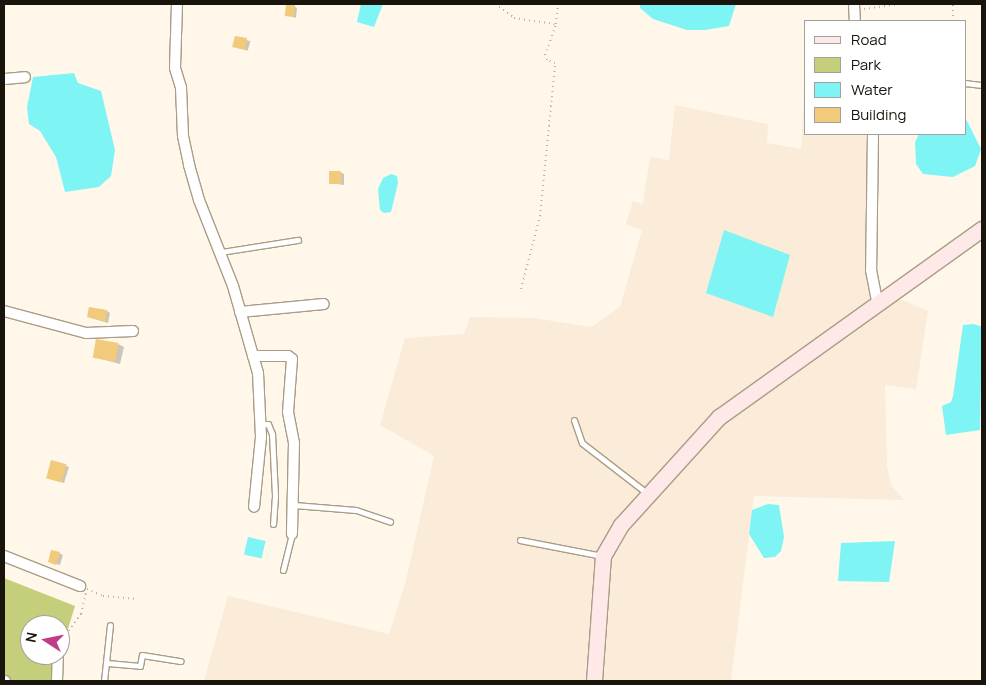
<!DOCTYPE html>
<html>
<head>
<meta charset="utf-8">
<style>
  body { margin:0 }
  #map { position:relative; width:986px; height:685px; overflow:hidden; background:#fff7e9; font-family:Manrope,sans-serif }
  div>[style] { position:absolute }
  [style*='--x'] { left:calc(var(--x)*1px); top:calc(var(--y)*1px); width:calc(var(--w)*1px); rotate:calc(var(--a)*1deg) }
  .industrial>* { inset:0; background:#fbebd9 }
  .green>* { inset:0; background:#c5ce7b }
  .water>* { inset:0; background:#7ef4f4; transform-origin:0 0 }
  .shadow>* { inset:0; background:#0003; transform-origin:0 0 }
  .building>* { inset:0; background:#f1ca7b; transform-origin:0 0 }
  .path>* { height:2px; margin-top:-1px; transform-origin:0; background:repeating-linear-gradient(90deg,#b8b1a5 0 1px,transparent 0 5px) }
  .roads { filter:drop-shadow(1px 0 #a99d86) drop-shadow(-1px 0 #a99d86) drop-shadow(0 1px #a99d86) drop-shadow(0 -1px #a99d86) }
  .lane>* { height:5px; margin:-2.5px; padding:0 2.5px; transform-origin:2.5px; border-radius:2.5px; background:#fff }
  .street>* { height:10px; margin:-5px; padding:0 5px; transform-origin:5px; border-radius:5px; background:#fff }
  .secondary>* { height:15px; margin:-7.5px; padding:0 7.5px; transform-origin:7.5px; border-radius:7.5px; background:#ffe8e8 }
  span { translate:-50% -50%; white-space:nowrap; text-align:center; line-height:1.15; -webkit-text-stroke:4px #fff; paint-order:stroke }
  .frame { position:absolute; inset:0; border:5px solid #19140c; pointer-events:none }
  .legend { position:absolute; left:804px; top:20px; width:162px; height:115px; box-sizing:border-box; background:#fff; border:1px solid #a3a19e; margin:0; padding:6px 9px; list-style:none; font-size:15px; color:#19140c }
  .legend li { display:flex; align-items:center; gap:10px; height:25px }
  .legend b { width:25px; border:1px solid #a3a19e }
  .north { position:absolute; left:20px; top:615px; width:50px; height:50px; box-sizing:border-box; background:#fff; border:1px solid #a3a19e; border-radius:50%; rotate:281deg; font-size:14px; font-weight:700; line-height:20px; text-align:center; color:#19140c }
  .north::after { content:''; display:block; margin:auto; width:18px; height:22px; background:#be3d86; clip-path:polygon(50% 0,100% 100%,50% 72%,0 100%) }
</style>
</head>
<body>
<div id="map">
  <div class="industrial">
    <i style="clip-path:polygon(805px 73px,805px 134px,868px 134px,870px 243px,879px 290px,928px 311px,916px 389px,885px 385px,887px 465px,891px 485px,904px 500px,754px 496px,731px 681px,204px 681px,228px 596px,389px 634px,405px 584px,434px 456px,380px 425px,405px 338px,464px 334px,470px 317px,534px 318px,591px 327px,620px 307px,642px 230px,626px 224px,633px 201px,643px 204px,650px 157px,669px 160px,675px 105px,768px 124px,767px 143px,801px 149px)"></i>
  </div>
  <div class="green">
    <i style="clip-path:polygon(evenodd,4px 578px,75px 606px,52px 681px,4px 681px,4px 578px,30px 625px,60px 625px,60px 655px,30px 655px,30px 625px)"></i>
  </div>
  <div class="water">
    <i style="clip-path:polygon(361px 4px,383px 4px,374px 27px,357px 22px)"></i>
    <i style="clip-path:polygon(640px 4px,736px 4px,729px 26px,705px 30px,687px 30px,653px 19px,640px 8px)"></i>
    <i style="clip-path:polygon(74px 73px,78px 83px,101px 91px,115px 150px,111px 176px,99px 187px,65px 192px,56px 157px,40px 131px,29px 124px,27px 107px,33px 77px)"></i>
    <i style="clip-path:polygon(965px 117px,981px 149px,975px 166px,953px 177px,923px 174px,916px 164px,915px 142px,919px 134px,965px 134px)"></i>
    <i style="clip-path:polygon(391px 174px,397px 176px,398px 183px,391px 212px,384px 213px,380px 210px,378px 189px,383px 178px)"></i>
    <i style="clip-path:polygon(724px 230px,790px 255px,773px 317px,706px 293px)"></i>
    <i style="clip-path:polygon(974px 324px,982px 327px,980px 430px,946px 435px,942px 406px,951px 402px,953px 396px,963px 325px)"></i>
    <i style="clip-path:polygon(768px 504px,779px 505px,784px 537px,781px 551px,775px 557px,764px 558px,749px 534px,752px 510px)"></i>
    <i style="left:248px;top:537px;width:18px;height:18px;rotate:13deg"></i>
    <i style="clip-path:polygon(895px 541px,889px 582px,838px 581px,841px 543px)"></i>
  </div>
  <div class="shadow">
    <i style="clip-path:polygon(294px 6px,297px 8px,296px 18px,286px 15px)"></i>
    <i style="left:236px;top:37px;width:15px;height:10px;rotate:16deg"></i>
    <i style="clip-path:polygon(340px 172px,344px 174px,344px 185px,330px 183px)"></i>
    <i style="clip-path:polygon(107px 311px,110px 313px,108px 323px,92px 318px)"></i>
    <i style="clip-path:polygon(118px 344px,124px 347px,120px 364px,94px 357px)"></i>
    <i style="clip-path:polygon(52px 461px,69px 467px,64px 483px,50px 479px)"></i>
    <i style="clip-path:polygon(59px 553px,63px 555px,60px 565px,52px 563px)"></i>
  </div>
  <div class="building">
    <i style="left:286px;top:4px;width:9px;height:12px;rotate:6deg"></i>
    <i style="clip-path:polygon(235px 36px,247px 38px,245px 50px,232px 47px)"></i>
    <i style="left:329px;top:171px;width:12px;height:13px"></i>
    <i style="clip-path:polygon(89px 307px,107px 310px,105px 322px,87px 317px)"></i>
    <i style="left:96px;top:339px;width:23px;height:19px;rotate:10deg"></i>
    <i style="left:51px;top:460px;width:16px;height:19px;rotate:15deg"></i>
    <i style="clip-path:polygon(51px 550px,60px 552px,56px 565px,48px 562px)"></i>
  </div>
  <div class="path">
    <i style="--x:495;--y:4;--w:24;--a:36"></i>
    <i style="--x:514;--y:18;--w:41;--a:8.3"></i>
    <i style="--x:864;--y:9;--w:34;--a:-8"></i>
    <i style="--x:953;--y:21;--w:17;--a:-90"></i>
    <i style="--x:521;--y:289;--w:75;--a:-75.4"></i>
    <i style="--x:540;--y:216;--w:150;--a:-84.3"></i>
    <i style="--x:555;--y:67;--w:4;--a:-90"></i>
    <i style="--x:555;--y:63;--w:9;--a:-159"></i>
    <i style="--x:547;--y:60;--w:5;--a:-112"></i>
    <i style="--x:545;--y:55;--w:33;--a:-70"></i>
    <i style="--x:556;--y:24;--w:20;--a:-84"></i>
    <i style="--x:87;--y:589;--w:17;--a:24"></i>
    <i style="--x:103;--y:596;--w:34;--a:5"></i>
    <i style="--x:69;--y:631;--w:21;--a:-55"></i>
    <i style="--x:81;--y:614;--w:22;--a:-77"></i>
  </div>
  <div class="roads">
    <div class="lane">
      <i style="--x:965;--y:83;--w:17;--a:7"></i>
      <i style="--x:221;--y:252;--w:78;--a:-8.9"></i>
      <i style="--x:574;--y:420;--w:24;--a:71"></i>
      <i style="--x:582;--y:443;--w:83;--a:37.7"></i>
      <i style="--x:261;--y:424;--w:7;--a:0"></i>
      <i style="--x:268;--y:424;--w:11;--a:68"></i>
      <i style="--x:272;--y:434;--w:62;--a:87.2"></i>
      <i style="--x:275;--y:496;--w:28;--a:94"></i>
      <i style="--x:294;--y:505;--w:62;--a:4.6"></i>
      <i style="--x:356;--y:510;--w:36;--a:19"></i>
      <i style="--x:520;--y:540;--w:84;--a:11"></i>
      <i style="--x:283;--y:570;--w:37;--a:-76"></i>
      <i style="--x:107;--y:663;--w:33;--a:5"></i>
      <i style="--x:140;--y:666;--w:11;--a:-80"></i>
      <i style="--x:142;--y:655;--w:39;--a:9"></i>
      <i style="--x:104;--y:681;--w:56;--a:-83.9"></i>
    </div>
    <div class="street">
      <i style="--x:177;--y:4;--w:64;--a:91.8"></i>
      <i style="--x:175;--y:68;--w:21;--a:73"></i>
      <i style="--x:181;--y:88;--w:48;--a:87.6"></i>
      <i style="--x:183;--y:136;--w:30;--a:78"></i>
      <i style="--x:189;--y:165;--w:36;--a:74"></i>
      <i style="--x:199;--y:200;--w:92;--a:68.4"></i>
      <i style="--x:233;--y:286;--w:91;--a:74"></i>
      <i style="--x:258;--y:373;--w:64;--a:87.3"></i>
      <i style="--x:261;--y:437;--w:70;--a:95.7"></i>
      <i style="--x:854;--y:4;--w:17;--a:87"></i>
      <i style="--x:4;--y:79;--w:21;--a:-5"></i>
      <i style="--x:873;--y:134;--w:136;--a:90.8"></i>
      <i style="--x:871;--y:270;--w:32;--a:79"></i>
      <i style="--x:4;--y:311;--w:85;--a:15"></i>
      <i style="--x:86;--y:333;--w:47;--a:-2.4"></i>
      <i style="--x:240;--y:312;--w:84;--a:-5.4"></i>
      <i style="--x:253;--y:356;--w:35;--a:0"></i>
      <i style="--x:288;--y:356;--w:5;--a:37"></i>
      <i style="--x:292;--y:359;--w:53;--a:94.3"></i>
      <i style="--x:288;--y:412;--w:32;--a:79"></i>
      <i style="--x:294;--y:443;--w:91;--a:91.3"></i>
      <i style="--x:4;--y:556;--w:82;--a:21.5"></i>
      <i style="--x:60;--y:645;--w:8;--a:-67"></i>
      <i style="--x:4;--y:681;--w:1;--a:0"></i>
      <i style="--x:57;--y:681;--w:26;--a:-88"></i>
    </div>
    <div class="secondary">
      <i style="--x:594;--y:681;--w:125;--a:-85.9"></i>
      <i style="--x:603;--y:556;--w:36;--a:-60"></i>
      <i style="--x:621;--y:525;--w:146;--a:-47.8"></i>
      <i style="--x:719;--y:417;--w:323;--a:-35.6"></i>
    </div>
  </div>
  <div class="frame"></div>
  <ul class="legend">
  <li><b style="height:6px;background:#ffe8e8"></b>Road</li>
  <li><b style="height:14px;background:#c5ce7b"></b>Park</li>
  <li><b style="height:14px;background:#7ef4f4"></b>Water</li>
  <li><b style="height:14px;background:#f1ca7b"></b>Building</li>
  </ul>
  <div class="north">N</div>
</div>
</body>
</html>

• _TASK GOAL_
Taking the line with "174px,397px 176px,398px 183px,391px" as the first and the line with "230px,790px 255px,773px 317px,706px" as the last, retype that stretch of the data above exactly, with no other lines.

• _ANSWER SECTION_
    <i style="clip-path:polygon(391px 174px,397px 176px,398px 183px,391px 212px,384px 213px,380px 210px,378px 189px,383px 178px)"></i>
    <i style="clip-path:polygon(724px 230px,790px 255px,773px 317px,706px 293px)"></i>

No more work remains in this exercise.